----- GIVEN DATA
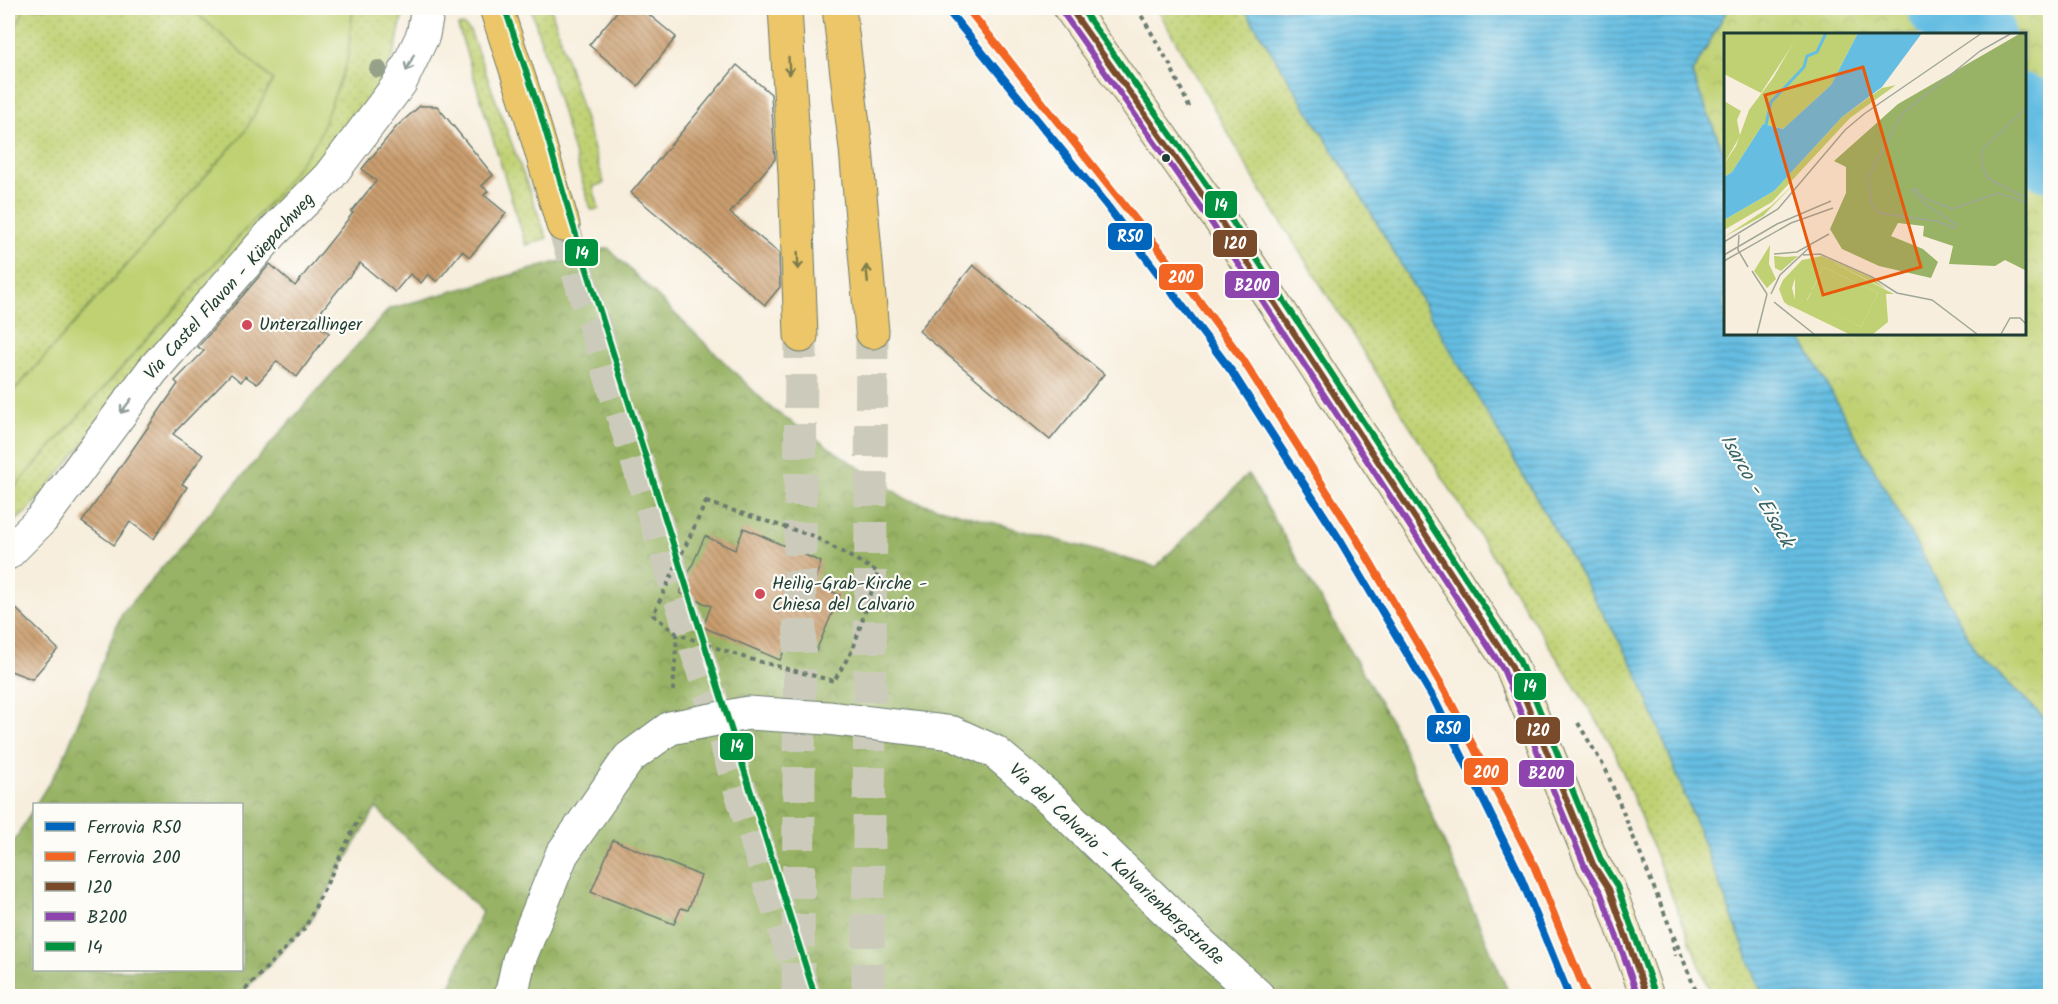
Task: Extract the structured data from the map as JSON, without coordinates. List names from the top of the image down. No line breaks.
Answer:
{"streets":{"street":["Via Castel Flavon - Küepachweg","Via del Calvario - Kalvarienbergstraße"]},"one_way":["Via Castel Flavon - Küepachweg"],"water":["Isarco - Eisack"],"places":["Unterzallinger","Heilig-Grab-Kirche - Chiesa del Calvario"],"lines":["rail line R50","transit line 120","transit line 14","transit line B200","rail line 200"],"legend":["Ferrovia R50","Ferrovia 200","120","B200","14"]}
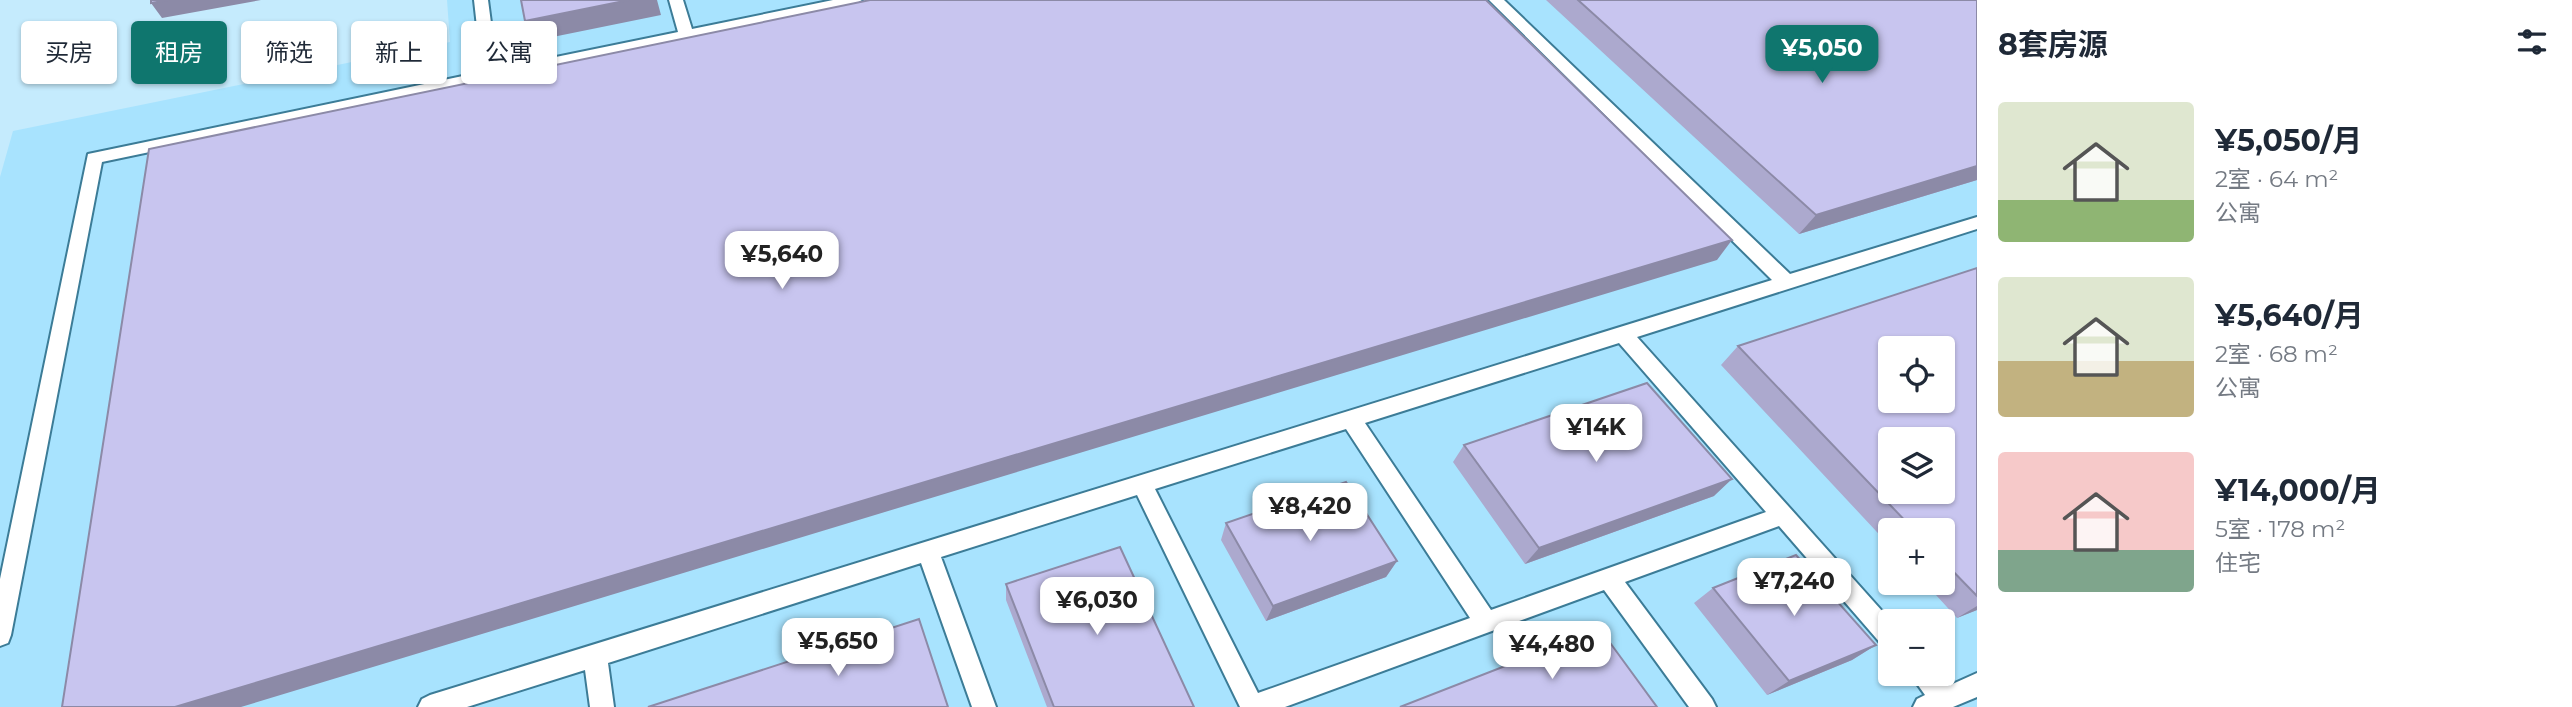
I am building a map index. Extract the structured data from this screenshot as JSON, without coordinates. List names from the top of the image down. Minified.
----------
### TASK DETAILS
Copy the material above exactly and drop the pictures.

### TASK RESPONSE
Task: Extract the structured data from the map as JSON, without coordinates. List names from the top of the image down. No line breaks.
Answer:
{"streets":{"street":["Via Castel Flavon - Küepachweg","Via del Calvario - Kalvarienbergstraße"]},"one_way":["Via Castel Flavon - Küepachweg"],"water":["Isarco - Eisack"],"places":["Unterzallinger","Heilig-Grab-Kirche - Chiesa del Calvario"],"lines":["rail line R50","transit line 120","transit line 14","transit line B200","rail line 200"],"legend":["Ferrovia R50","Ferrovia 200","120","B200","14"]}
I am building a map index. Extract the structured data from this screenshot as JSON, without coordinates. List names from the top of the image down. Minified.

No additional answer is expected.